Wei Guanju, Palalay Jessica-Jae S, Sanfilippo Joseph E, Yang Judy Q
Saint Anthony Falls Laboratory, University of Minnesota, Minneapolis, Minnesota, USA.
Department of Civil, Environmental, and Geo-Engineering, University of Minnesota, Minneapolis, Minnesota, USA.
Appl Environ Microbiol. 2025 Jul 23;91(7):e0082125. doi: 10.1128/aem.00821-25. Epub 2025 Jul 3.
Bacterial motility plays a crucial role in biofilm development, yet the underlying mechanism remains not fully understood. Here, we demonstrate that the flagellum-driven motility of enhances biofilm formation by altering the orientation of bacterial cells, an effect controlled by shear stress rather than shear rate. By tracking wild-type and its non-motile mutants in a microfluidic channel, we demonstrate that while non-motile cells align with the flow, many motile cells can orient toward the channel sidewalls, enhancing cell surface attachment and increasing biofilm cell density by up to 10-fold. Experiments with varying fluid viscosities further demonstrate that bacterial swimming speed decreases with increasing fluid viscosity, and the cell orientation scales with the shear stress rather than shear rate. Our results provide a quantitative framework to predict the role of motility in the orientation and biofilm development under different flow conditions and viscosities.IMPORTANCEBiofilms are ubiquitous in rivers, water pipes, and medical devices, impacting the environment and human health. While bacterial motility plays a crucial role in biofilm development, a mechanistic understanding remains limited, hindering our ability to predict and control biofilms. Here, we reveal how the motility of , a common pathogen, influences biofilm formation through systematically controlled microfluidic experiments with confocal and high-speed microscopy. We demonstrate that the orientation of bacterial cells is controlled by shear stress. While non-motile cells primarily align with the flow, many motile cells overcome the fluid shear forces and reorient toward the channel sidewalls, increasing biofilm cell density by up to 10-fold. Our findings provide insights into how bacterial transition from free-swimming to surface-attached states under varying flow conditions, emphasizing the role of cell orientation in biofilm establishment. These results enhance our understanding of bacterial behavior in flow environments, informing strategies for biofilm management and control.

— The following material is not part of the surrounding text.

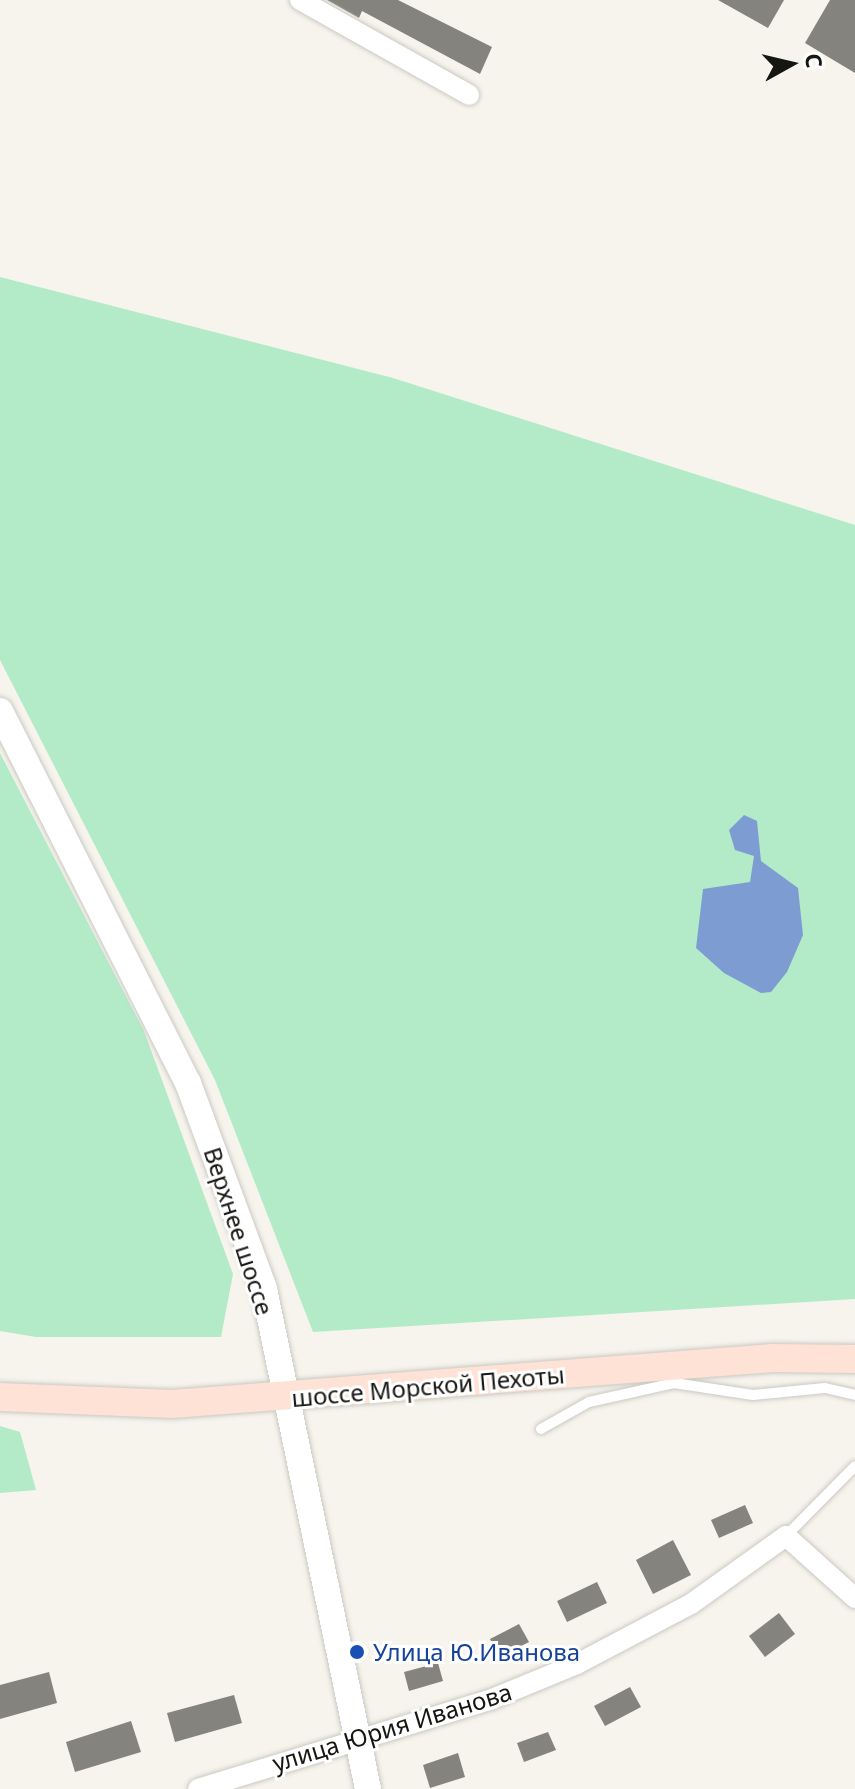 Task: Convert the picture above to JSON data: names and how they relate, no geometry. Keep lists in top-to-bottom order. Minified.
{"streets":{"main road":["шоссе Морской Пехоты"],"street":["Верхнее шоссе","улица Юрия Иванова"]},"crossings":[["Верхнее шоссе","шоссе Морской Пехоты"],["Верхнее шоссе","улица Юрия Иванова"]],"places":["Улица Ю.Иванова"],"north":"right"}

细菌运动性在生物膜形成过程中起着关键作用,但其潜在机制仍未完全明晰。在此,我们证明了[细菌名称]由鞭毛驱动的运动性通过改变细菌细胞的方向来增强生物膜形成,这一效应由剪切应力而非剪切速率控制。通过在微流控通道中追踪野生型[细菌名称]及其非运动性突变体,我们发现非运动性细胞会顺着流动方向排列,而许多运动性细胞能够朝向通道侧壁定向排列,从而增强细胞表面附着,并使生物膜细胞密度增加高达10倍。不同流体粘度的实验进一步表明,细菌游动速度随流体粘度增加而降低,且细胞定向与剪切应力而非剪切速率成比例。我们的研究结果提供了一个定量框架,以预测在不同流动条件和粘度下运动性在细胞定向和生物膜形成中的作用。
重要性
生物膜在河流、水管和医疗设备中普遍存在,影响着环境和人类健康。虽然细菌运动性在生物膜形成中起着关键作用,但对其机制的理解仍然有限,这阻碍了我们预测和控制生物膜的能力。在此,我们通过使用共聚焦显微镜和高速显微镜进行系统控制的微流控实验,揭示了一种常见病原体[细菌名称]的运动性如何影响生物膜形成。我们证明细菌细胞的定向由剪切应力控制。非运动性细胞主要顺着流动方向排列,而许多运动性细胞克服流体剪切力并重新定向朝向通道侧壁,使生物膜细胞密度增加高达10倍。我们的研究结果深入了解了细菌在不同流动条件下从自由游动状态转变为表面附着状态的过程,强调了细胞定向在生物膜形成中的作用。这些结果增进了我们对细菌在流动环境中行为的理解,为生物膜管理和控制策略提供了依据。